== Provided records ==
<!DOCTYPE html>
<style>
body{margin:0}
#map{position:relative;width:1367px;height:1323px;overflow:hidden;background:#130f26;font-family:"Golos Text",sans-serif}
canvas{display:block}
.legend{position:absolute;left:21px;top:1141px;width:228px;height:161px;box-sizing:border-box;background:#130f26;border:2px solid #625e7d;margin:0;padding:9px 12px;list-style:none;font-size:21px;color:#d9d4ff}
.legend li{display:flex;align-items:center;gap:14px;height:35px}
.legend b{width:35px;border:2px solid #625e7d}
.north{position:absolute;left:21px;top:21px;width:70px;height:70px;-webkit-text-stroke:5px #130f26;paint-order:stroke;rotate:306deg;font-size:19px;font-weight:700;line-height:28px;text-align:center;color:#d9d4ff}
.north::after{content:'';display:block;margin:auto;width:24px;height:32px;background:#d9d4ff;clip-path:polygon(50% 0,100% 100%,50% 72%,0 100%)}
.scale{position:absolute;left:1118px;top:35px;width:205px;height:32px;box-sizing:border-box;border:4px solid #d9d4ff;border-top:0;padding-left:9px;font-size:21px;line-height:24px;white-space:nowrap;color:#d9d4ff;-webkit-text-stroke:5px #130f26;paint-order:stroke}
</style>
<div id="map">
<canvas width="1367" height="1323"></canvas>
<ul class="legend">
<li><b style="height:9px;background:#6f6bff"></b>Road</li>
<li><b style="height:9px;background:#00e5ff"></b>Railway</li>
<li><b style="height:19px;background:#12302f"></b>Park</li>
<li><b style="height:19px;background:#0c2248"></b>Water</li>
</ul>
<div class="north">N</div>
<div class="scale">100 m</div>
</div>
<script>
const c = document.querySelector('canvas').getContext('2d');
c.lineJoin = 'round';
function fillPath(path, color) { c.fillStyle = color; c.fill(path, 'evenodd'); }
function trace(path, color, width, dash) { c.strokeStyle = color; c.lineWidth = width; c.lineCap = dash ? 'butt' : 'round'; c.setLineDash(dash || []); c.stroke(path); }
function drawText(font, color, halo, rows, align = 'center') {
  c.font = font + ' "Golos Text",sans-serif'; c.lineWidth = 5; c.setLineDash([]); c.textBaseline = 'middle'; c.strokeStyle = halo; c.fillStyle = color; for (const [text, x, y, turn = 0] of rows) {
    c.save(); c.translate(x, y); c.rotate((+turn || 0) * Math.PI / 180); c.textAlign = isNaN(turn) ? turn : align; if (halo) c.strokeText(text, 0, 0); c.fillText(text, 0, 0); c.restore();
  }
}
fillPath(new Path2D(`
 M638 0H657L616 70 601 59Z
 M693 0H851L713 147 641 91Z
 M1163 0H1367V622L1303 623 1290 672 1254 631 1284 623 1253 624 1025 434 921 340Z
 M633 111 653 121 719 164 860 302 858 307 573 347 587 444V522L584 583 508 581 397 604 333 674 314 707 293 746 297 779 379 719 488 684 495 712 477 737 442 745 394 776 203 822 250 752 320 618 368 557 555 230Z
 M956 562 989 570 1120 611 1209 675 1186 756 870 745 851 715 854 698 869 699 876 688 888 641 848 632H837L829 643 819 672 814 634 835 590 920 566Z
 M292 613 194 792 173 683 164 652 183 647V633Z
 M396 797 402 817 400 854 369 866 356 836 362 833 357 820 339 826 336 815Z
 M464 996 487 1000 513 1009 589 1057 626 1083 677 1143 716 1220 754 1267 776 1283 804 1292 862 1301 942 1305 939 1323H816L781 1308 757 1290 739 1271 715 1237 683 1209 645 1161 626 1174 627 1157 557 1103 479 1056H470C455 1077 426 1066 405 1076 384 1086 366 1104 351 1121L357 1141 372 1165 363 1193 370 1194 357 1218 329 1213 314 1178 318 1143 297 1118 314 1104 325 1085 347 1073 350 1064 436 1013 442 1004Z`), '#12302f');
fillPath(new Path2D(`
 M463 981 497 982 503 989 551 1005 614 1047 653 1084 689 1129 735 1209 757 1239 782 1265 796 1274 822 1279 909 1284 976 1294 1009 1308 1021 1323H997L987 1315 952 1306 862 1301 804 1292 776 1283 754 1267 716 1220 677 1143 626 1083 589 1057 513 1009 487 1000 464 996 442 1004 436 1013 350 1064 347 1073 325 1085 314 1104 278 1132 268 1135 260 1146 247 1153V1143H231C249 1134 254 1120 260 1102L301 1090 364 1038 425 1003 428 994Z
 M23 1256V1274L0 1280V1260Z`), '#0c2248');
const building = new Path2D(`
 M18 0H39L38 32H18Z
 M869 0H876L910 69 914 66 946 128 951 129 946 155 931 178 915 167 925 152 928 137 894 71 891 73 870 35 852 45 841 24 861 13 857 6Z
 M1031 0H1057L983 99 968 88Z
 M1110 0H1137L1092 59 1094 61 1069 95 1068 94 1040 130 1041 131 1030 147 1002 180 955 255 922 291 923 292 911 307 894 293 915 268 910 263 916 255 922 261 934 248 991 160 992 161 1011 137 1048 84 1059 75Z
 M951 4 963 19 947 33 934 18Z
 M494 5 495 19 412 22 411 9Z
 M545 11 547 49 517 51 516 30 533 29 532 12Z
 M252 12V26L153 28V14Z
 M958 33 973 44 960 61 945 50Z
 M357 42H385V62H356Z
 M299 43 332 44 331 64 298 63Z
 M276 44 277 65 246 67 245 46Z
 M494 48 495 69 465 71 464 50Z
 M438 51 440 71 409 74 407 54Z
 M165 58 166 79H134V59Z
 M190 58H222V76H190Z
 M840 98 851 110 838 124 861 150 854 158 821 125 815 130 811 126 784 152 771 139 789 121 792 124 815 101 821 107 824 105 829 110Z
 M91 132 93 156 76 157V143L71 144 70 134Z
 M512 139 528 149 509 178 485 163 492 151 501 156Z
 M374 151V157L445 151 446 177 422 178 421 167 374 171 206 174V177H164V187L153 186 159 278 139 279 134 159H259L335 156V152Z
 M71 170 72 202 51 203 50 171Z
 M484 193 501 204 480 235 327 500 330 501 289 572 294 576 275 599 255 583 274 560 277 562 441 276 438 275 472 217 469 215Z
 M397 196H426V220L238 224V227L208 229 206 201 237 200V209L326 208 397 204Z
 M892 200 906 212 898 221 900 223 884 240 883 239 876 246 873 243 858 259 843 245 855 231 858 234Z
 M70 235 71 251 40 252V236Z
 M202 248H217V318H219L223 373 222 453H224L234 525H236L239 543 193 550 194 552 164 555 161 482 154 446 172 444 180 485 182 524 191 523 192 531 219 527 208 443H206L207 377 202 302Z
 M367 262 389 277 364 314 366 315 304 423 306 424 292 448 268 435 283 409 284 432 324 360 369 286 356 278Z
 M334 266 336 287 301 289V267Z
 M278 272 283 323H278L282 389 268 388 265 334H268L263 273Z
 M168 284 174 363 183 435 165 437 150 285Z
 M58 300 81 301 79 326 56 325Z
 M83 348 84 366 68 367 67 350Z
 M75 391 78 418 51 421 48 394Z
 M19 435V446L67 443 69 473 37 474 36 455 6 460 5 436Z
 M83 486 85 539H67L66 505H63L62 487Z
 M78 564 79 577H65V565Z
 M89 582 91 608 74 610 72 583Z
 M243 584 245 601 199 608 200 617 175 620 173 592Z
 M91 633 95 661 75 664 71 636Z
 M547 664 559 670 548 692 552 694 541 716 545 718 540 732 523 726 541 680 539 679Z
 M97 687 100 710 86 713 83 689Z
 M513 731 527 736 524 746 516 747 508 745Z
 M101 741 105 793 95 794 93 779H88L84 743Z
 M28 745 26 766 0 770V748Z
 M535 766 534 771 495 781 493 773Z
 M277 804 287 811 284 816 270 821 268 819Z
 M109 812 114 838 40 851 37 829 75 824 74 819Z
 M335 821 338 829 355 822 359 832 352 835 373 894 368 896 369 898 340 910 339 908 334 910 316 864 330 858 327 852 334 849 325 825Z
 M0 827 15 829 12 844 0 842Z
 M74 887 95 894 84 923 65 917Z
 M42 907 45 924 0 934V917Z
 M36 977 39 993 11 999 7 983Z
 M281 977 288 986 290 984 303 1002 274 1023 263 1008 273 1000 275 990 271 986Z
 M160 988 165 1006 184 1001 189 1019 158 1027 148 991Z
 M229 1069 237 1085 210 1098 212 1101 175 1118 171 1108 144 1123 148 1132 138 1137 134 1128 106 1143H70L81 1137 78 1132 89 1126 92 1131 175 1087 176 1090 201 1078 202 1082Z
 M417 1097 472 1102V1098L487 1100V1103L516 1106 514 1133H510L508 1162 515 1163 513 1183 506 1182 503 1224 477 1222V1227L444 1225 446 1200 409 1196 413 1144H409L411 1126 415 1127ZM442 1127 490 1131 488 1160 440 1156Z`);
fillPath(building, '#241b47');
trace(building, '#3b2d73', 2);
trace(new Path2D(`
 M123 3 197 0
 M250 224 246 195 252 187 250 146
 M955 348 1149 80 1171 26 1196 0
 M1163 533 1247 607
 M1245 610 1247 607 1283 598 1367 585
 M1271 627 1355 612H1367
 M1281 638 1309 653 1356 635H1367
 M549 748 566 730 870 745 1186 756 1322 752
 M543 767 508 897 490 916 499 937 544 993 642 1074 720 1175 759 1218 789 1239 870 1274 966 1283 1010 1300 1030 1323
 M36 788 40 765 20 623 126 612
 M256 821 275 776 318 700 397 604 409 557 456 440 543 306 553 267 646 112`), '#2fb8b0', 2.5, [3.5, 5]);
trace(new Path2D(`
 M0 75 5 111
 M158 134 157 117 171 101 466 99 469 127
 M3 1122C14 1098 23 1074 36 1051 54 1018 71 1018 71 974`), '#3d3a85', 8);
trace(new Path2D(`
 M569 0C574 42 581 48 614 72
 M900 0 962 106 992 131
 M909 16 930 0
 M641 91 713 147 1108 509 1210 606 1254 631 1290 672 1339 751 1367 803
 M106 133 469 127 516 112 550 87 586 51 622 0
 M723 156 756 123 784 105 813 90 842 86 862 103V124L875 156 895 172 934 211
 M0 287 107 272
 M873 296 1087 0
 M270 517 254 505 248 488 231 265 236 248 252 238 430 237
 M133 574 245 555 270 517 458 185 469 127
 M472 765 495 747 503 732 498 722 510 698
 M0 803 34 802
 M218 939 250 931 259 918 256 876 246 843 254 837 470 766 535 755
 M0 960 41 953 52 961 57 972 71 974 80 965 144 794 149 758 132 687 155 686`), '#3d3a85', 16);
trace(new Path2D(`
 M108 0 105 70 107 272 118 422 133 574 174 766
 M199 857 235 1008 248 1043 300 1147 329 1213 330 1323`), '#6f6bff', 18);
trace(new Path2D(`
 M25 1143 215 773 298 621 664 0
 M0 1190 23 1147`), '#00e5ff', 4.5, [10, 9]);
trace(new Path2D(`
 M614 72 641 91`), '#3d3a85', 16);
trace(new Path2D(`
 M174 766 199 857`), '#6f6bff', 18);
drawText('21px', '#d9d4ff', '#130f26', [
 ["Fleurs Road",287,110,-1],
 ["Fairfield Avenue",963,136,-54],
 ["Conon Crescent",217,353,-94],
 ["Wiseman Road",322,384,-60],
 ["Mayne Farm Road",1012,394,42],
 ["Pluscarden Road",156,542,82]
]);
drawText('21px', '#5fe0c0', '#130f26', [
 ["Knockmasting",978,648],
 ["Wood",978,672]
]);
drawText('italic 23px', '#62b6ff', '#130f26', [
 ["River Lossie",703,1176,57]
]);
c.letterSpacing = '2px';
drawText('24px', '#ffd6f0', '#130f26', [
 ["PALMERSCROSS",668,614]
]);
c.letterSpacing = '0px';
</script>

== Task instructions ==
Work out how many lines above have the string "canvas" in them, and give only the number.

== Task result ==
3